# [Task directions]
Only the lines containing the string "rows" are needed; copy all of them from the listing.

-- Opening Marker --

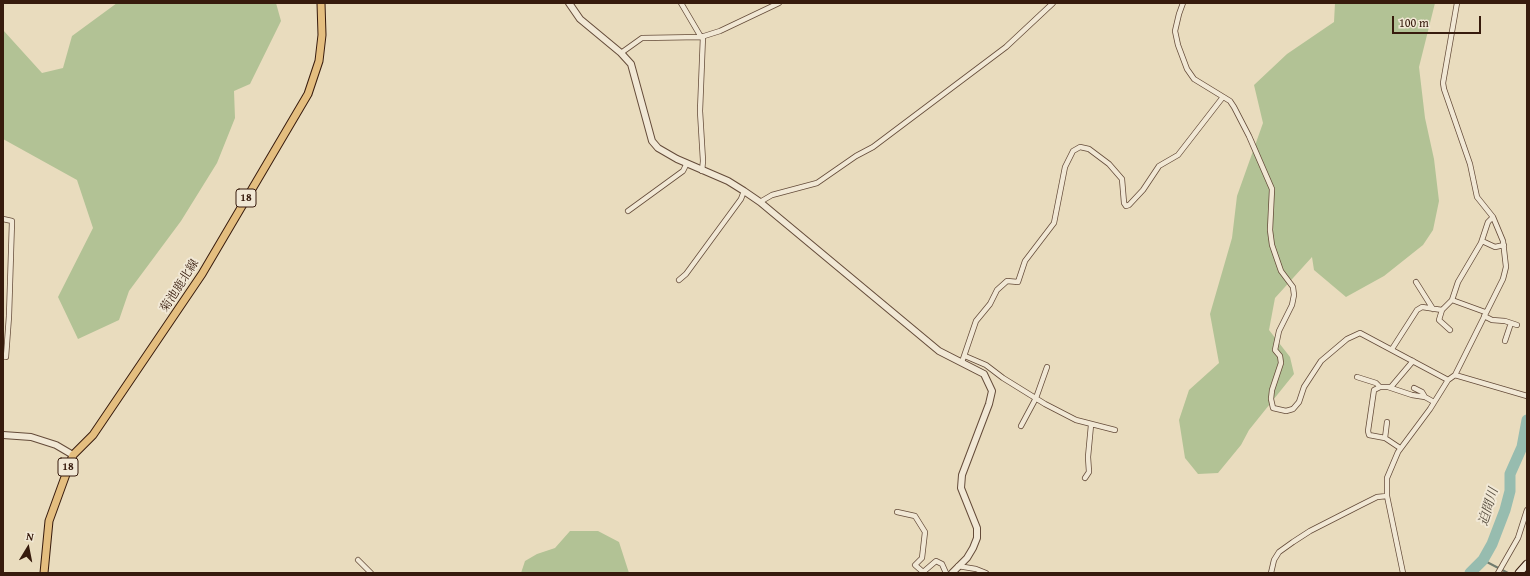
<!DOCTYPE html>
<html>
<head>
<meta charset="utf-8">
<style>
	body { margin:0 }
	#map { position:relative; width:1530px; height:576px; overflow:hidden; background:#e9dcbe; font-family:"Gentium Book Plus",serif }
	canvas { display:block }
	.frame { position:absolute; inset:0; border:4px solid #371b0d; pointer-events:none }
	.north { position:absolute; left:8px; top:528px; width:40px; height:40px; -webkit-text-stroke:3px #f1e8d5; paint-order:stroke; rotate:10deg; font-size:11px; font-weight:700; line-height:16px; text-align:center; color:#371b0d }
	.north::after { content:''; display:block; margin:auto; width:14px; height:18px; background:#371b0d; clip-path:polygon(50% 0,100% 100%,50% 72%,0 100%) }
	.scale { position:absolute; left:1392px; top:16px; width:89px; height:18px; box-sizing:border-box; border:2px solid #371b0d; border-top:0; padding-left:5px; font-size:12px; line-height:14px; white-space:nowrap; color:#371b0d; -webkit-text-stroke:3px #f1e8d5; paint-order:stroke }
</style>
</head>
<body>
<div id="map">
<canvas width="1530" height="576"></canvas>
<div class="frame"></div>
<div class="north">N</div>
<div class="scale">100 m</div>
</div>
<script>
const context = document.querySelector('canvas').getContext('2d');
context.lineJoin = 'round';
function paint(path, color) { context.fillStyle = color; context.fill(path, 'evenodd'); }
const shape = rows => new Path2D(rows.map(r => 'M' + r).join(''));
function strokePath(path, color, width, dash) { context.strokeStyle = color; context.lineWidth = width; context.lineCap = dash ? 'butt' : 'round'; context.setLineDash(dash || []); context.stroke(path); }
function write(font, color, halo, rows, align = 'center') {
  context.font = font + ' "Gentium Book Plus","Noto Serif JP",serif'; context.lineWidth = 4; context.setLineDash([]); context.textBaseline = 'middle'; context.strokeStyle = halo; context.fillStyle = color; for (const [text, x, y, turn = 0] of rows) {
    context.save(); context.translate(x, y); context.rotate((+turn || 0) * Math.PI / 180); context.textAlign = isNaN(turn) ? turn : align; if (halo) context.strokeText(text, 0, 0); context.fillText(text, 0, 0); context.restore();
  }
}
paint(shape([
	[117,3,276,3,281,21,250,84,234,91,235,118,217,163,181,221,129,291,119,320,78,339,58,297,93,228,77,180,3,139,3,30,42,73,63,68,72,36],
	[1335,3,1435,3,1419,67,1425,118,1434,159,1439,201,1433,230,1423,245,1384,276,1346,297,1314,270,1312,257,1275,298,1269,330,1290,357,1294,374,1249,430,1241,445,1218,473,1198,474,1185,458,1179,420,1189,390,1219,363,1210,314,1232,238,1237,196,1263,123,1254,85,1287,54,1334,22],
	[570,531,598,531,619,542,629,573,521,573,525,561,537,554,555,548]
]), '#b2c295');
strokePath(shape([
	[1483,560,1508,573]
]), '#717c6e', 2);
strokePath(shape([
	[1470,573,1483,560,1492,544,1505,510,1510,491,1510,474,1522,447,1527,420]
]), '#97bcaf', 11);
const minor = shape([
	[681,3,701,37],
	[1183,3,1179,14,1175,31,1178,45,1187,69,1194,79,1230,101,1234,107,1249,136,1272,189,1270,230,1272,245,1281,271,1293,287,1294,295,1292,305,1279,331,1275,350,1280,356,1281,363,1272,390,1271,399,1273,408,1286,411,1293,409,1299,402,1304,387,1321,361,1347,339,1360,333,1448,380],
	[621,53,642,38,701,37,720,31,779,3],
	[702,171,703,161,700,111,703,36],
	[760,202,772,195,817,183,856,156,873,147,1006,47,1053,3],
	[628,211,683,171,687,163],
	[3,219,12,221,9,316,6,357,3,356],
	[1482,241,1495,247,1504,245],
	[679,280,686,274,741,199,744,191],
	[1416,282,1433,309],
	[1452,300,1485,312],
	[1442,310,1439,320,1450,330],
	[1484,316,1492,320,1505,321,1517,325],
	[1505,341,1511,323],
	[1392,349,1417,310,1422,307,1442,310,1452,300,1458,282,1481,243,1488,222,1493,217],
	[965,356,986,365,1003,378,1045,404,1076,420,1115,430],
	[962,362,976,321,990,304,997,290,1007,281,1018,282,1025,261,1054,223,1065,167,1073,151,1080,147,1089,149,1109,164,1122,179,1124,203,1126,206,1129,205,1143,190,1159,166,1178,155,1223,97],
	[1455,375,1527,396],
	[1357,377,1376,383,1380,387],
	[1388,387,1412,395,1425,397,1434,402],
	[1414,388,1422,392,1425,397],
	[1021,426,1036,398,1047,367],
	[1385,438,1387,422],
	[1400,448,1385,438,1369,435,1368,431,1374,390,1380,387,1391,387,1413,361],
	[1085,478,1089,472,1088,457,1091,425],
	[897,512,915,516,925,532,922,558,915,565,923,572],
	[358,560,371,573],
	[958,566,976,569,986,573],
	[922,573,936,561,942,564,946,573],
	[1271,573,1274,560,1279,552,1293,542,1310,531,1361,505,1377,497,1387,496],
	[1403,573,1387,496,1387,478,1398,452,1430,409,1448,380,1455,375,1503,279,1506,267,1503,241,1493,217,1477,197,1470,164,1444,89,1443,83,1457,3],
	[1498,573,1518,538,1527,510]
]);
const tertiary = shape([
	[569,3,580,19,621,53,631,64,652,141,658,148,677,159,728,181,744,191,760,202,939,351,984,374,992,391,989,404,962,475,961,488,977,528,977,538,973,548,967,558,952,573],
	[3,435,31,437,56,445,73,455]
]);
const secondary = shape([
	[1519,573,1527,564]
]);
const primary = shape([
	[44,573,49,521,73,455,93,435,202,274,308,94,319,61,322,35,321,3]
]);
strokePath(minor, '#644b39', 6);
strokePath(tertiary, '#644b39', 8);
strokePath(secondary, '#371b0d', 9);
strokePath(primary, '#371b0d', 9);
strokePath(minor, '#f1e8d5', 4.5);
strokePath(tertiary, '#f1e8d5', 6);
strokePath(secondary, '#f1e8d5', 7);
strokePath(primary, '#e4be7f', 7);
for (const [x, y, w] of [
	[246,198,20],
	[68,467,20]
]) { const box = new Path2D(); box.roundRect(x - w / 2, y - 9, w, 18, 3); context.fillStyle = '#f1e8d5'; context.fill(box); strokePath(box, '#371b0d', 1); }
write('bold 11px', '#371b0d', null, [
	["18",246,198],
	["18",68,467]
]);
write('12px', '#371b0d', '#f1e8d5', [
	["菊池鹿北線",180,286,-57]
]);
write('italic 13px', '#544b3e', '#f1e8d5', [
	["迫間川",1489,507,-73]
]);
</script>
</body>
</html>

-- Closing Marker --

# [Final answer]
const shape = rows => new Path2D(rows.map(r => 'M' + r).join(''));
function write(font, color, halo, rows, align = 'center') {
  context.font = font + ' "Gentium Book Plus","Noto Serif JP",serif'; context.lineWidth = 4; context.setLineDash([]); context.textBaseline = 'middle'; context.strokeStyle = halo; context.fillStyle = color; for (const [text, x, y, turn = 0] of rows) {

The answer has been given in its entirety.